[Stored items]
═══
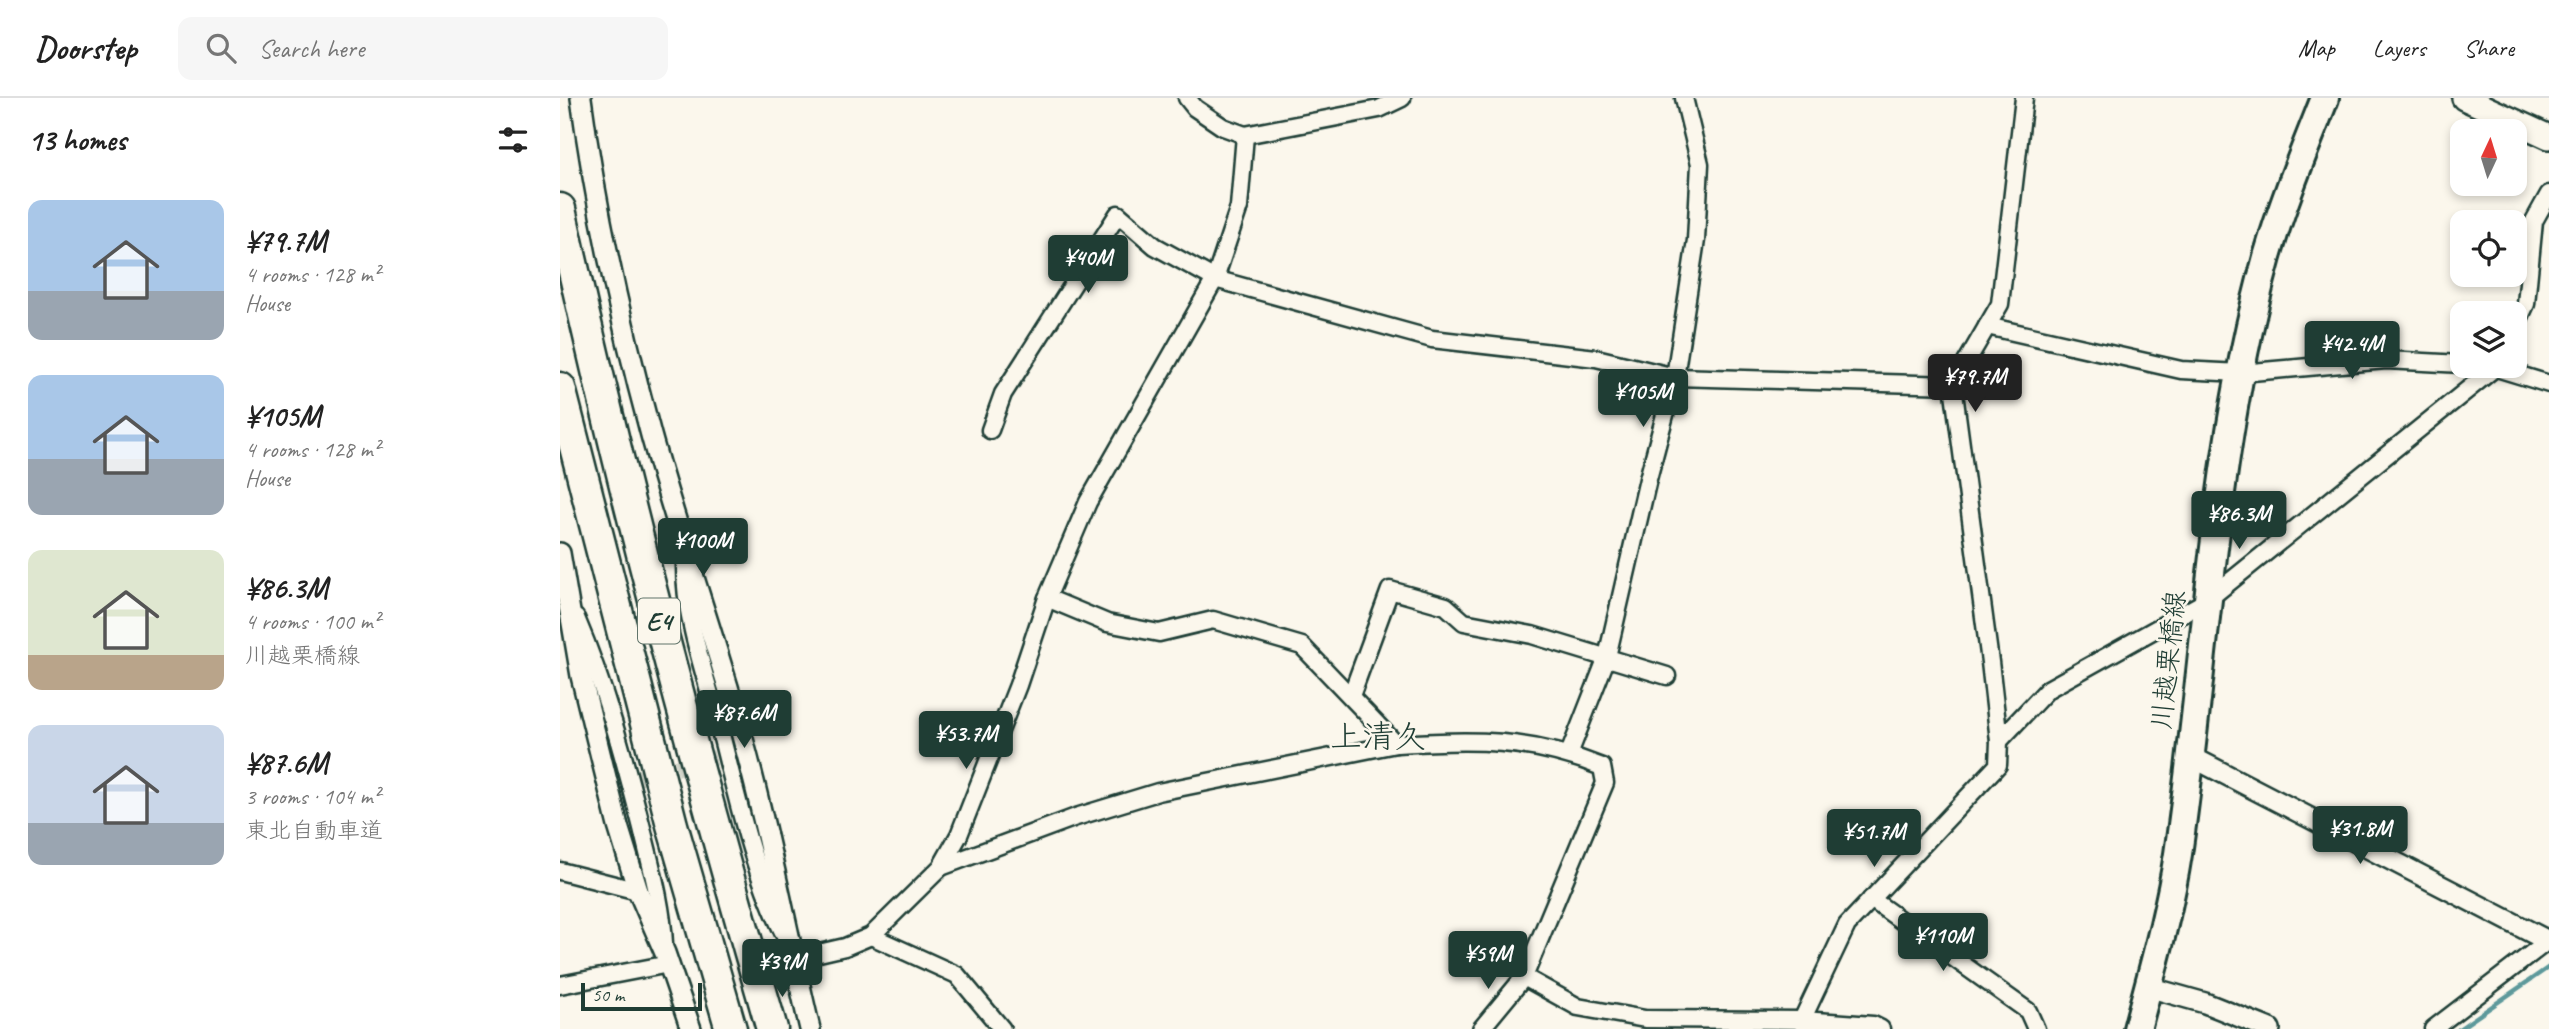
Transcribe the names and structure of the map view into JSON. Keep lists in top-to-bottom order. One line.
{"streets":{"highway":["E4"],"main road":["川越栗橋線"]},"districts":["上清久"],"scale_bar":"50 m","north":"top","page":{"header":"Doorstep","search":"Search here","nav":["Map","Layers","Share"],"heading":"13 homes","list":[{"name":"¥79.7M","note":"4 rooms · 128 m² · House"},{"name":"¥105M","note":"4 rooms · 128 m² · House"},{"name":"¥86.3M","note":"4 rooms · 100 m² · 川越栗橋線"},{"name":"¥87.6M","note":"3 rooms · 104 m² · 東北自動車道"}],"price":["¥40M","¥42.4M","¥79.7M","¥105M","¥86.3M","¥100M","¥87.6M","¥53.7M","¥31.8M","¥51.7M","¥110M","¥59M","¥39M"],"scale":"50 m"}}
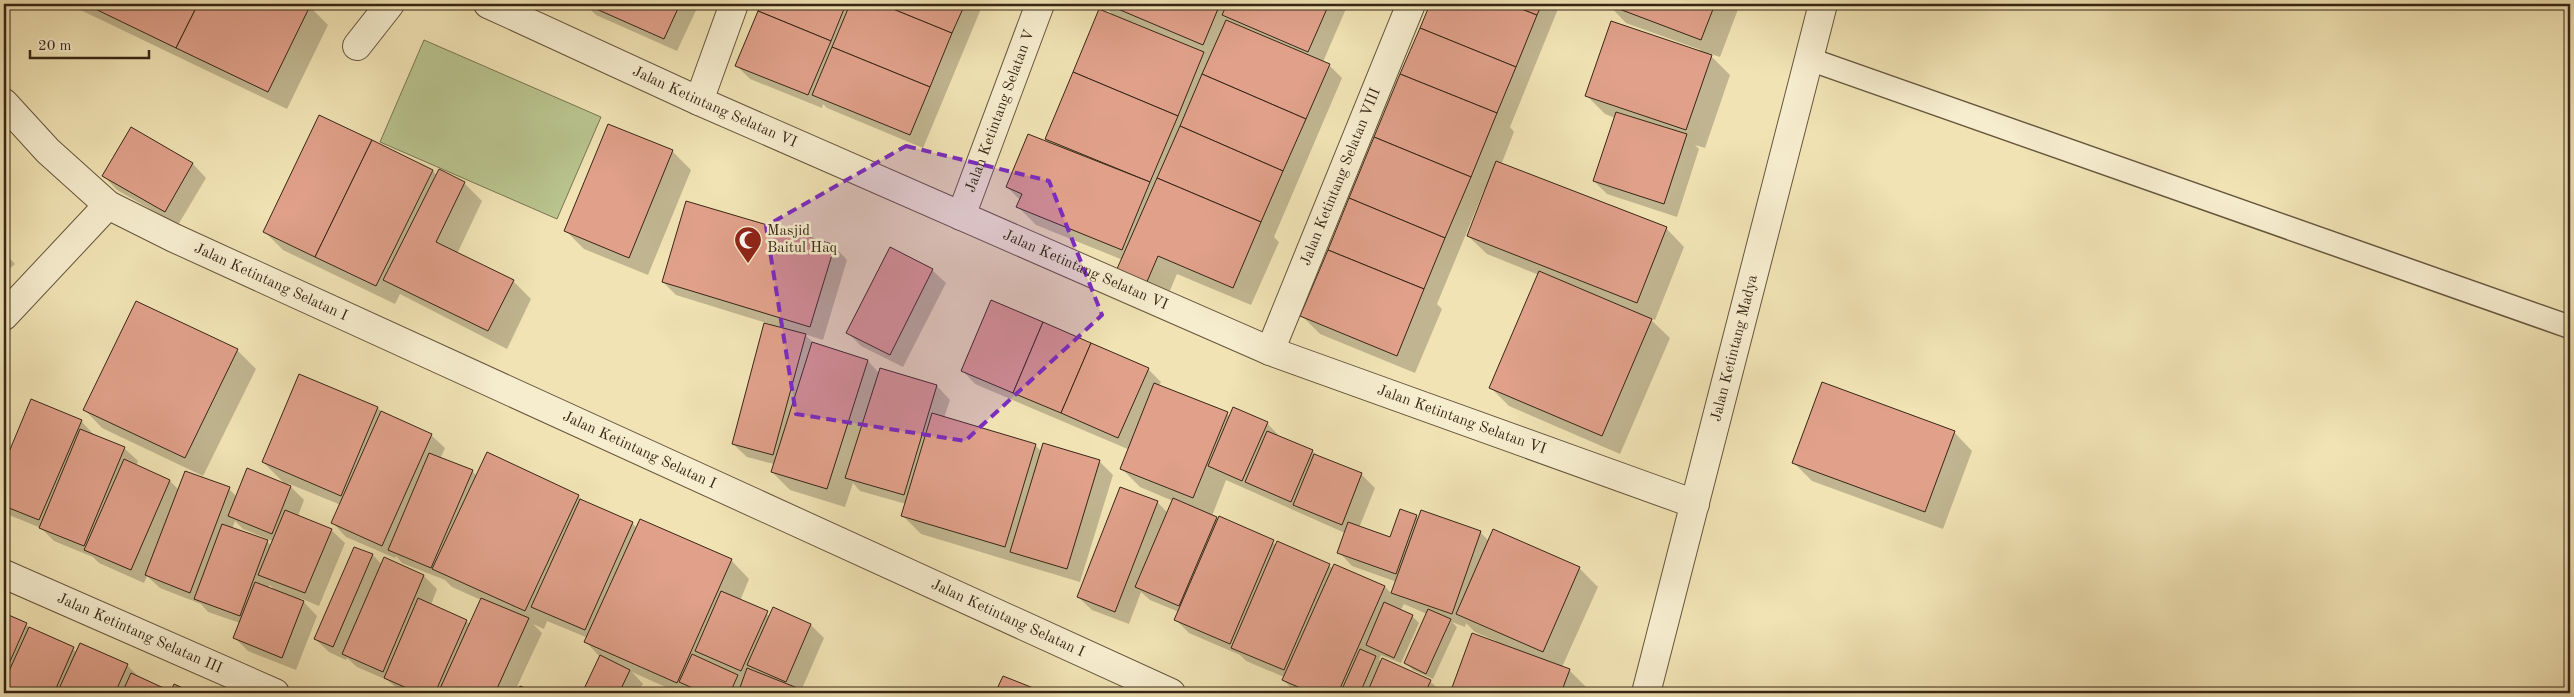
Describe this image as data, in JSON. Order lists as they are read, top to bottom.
{
  "streets": {
    "street": [
      "Jalan Ketintang Selatan VI",
      "Jalan Ketintang Selatan V",
      "Jalan Ketintang Selatan VIII",
      "Jalan Ketintang Selatan I",
      "Jalan Ketintang Madya",
      "Jalan Ketintang Selatan III"
    ]
  },
  "crossings": [
    ["Jalan Ketintang Selatan VI", "Jalan Ketintang Selatan V"],
    ["Jalan Ketintang Selatan VI", "Jalan Ketintang Selatan VIII"],
    ["Jalan Ketintang Selatan VI", "Jalan Ketintang Madya"]
  ],
  "places": {
    "mosque": ["Masjid Baitul Haq"]
  },
  "scale_bar": "20 m"
}
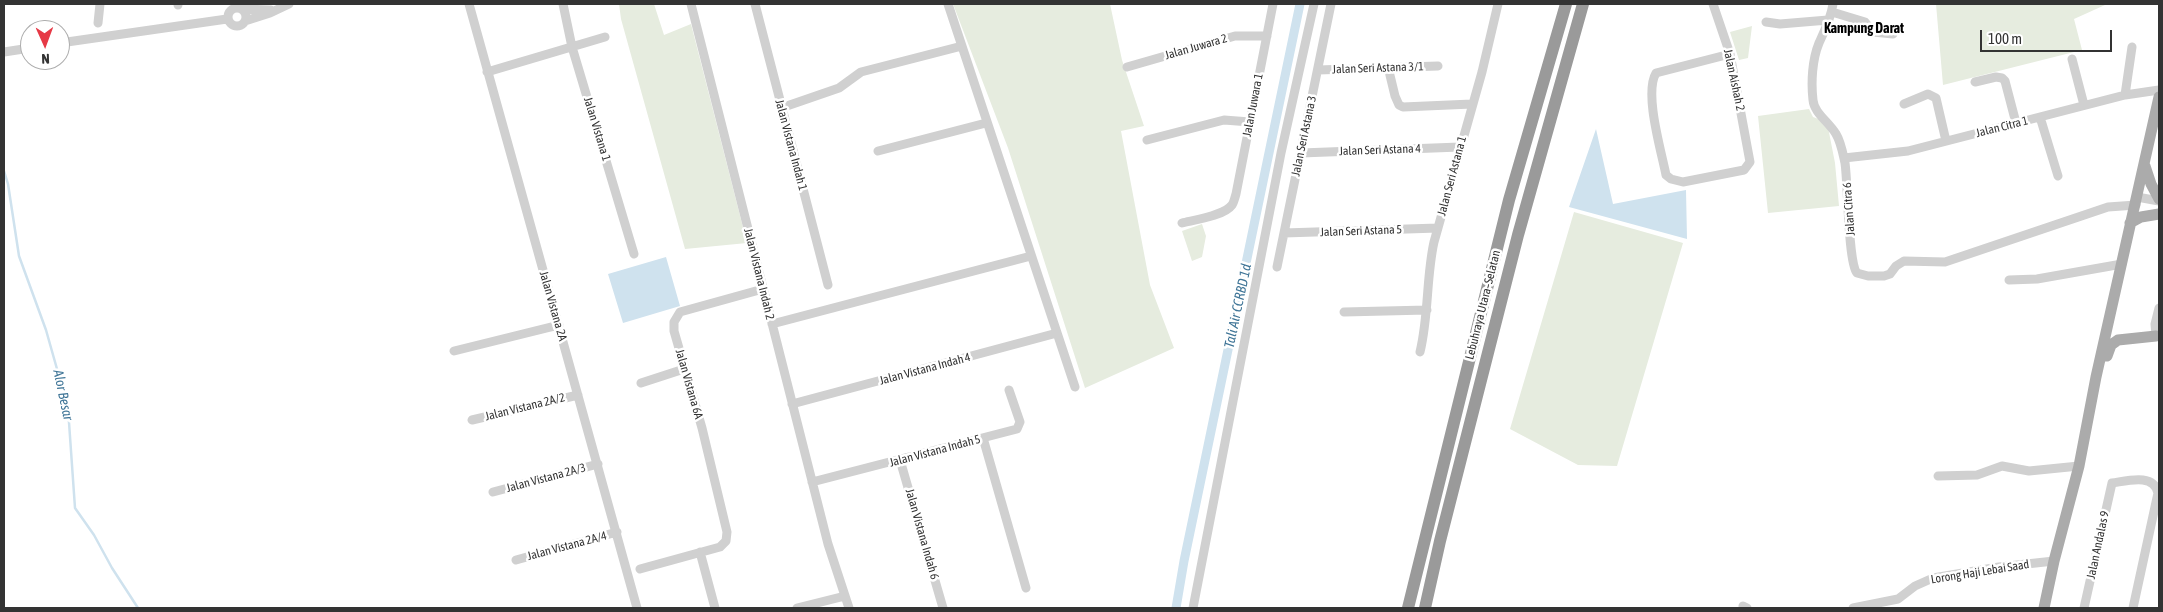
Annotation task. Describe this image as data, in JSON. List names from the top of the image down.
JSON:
═══
■ **Work order**
When you reach the line containing "Describe this image as data, in JSON. Order" in the records above, write out that line and every line after it through the end, exactly, but omit the pictures.

■ **Exercise result**
Describe this image as data, in JSON. Order lists as they are read, top to bottom.
{
  "streets": {
    "street": [
      "Jalan Ketintang Selatan VI",
      "Jalan Ketintang Selatan V",
      "Jalan Ketintang Selatan VIII",
      "Jalan Ketintang Selatan I",
      "Jalan Ketintang Madya",
      "Jalan Ketintang Selatan III"
    ]
  },
  "crossings": [
    ["Jalan Ketintang Selatan VI", "Jalan Ketintang Selatan V"],
    ["Jalan Ketintang Selatan VI", "Jalan Ketintang Selatan VIII"],
    ["Jalan Ketintang Selatan VI", "Jalan Ketintang Madya"]
  ],
  "places": {
    "mosque": ["Masjid Baitul Haq"]
  },
  "scale_bar": "20 m"
}
Annotation task. Describe this image as data, in JSON. List names from the top of the image down.
JSON:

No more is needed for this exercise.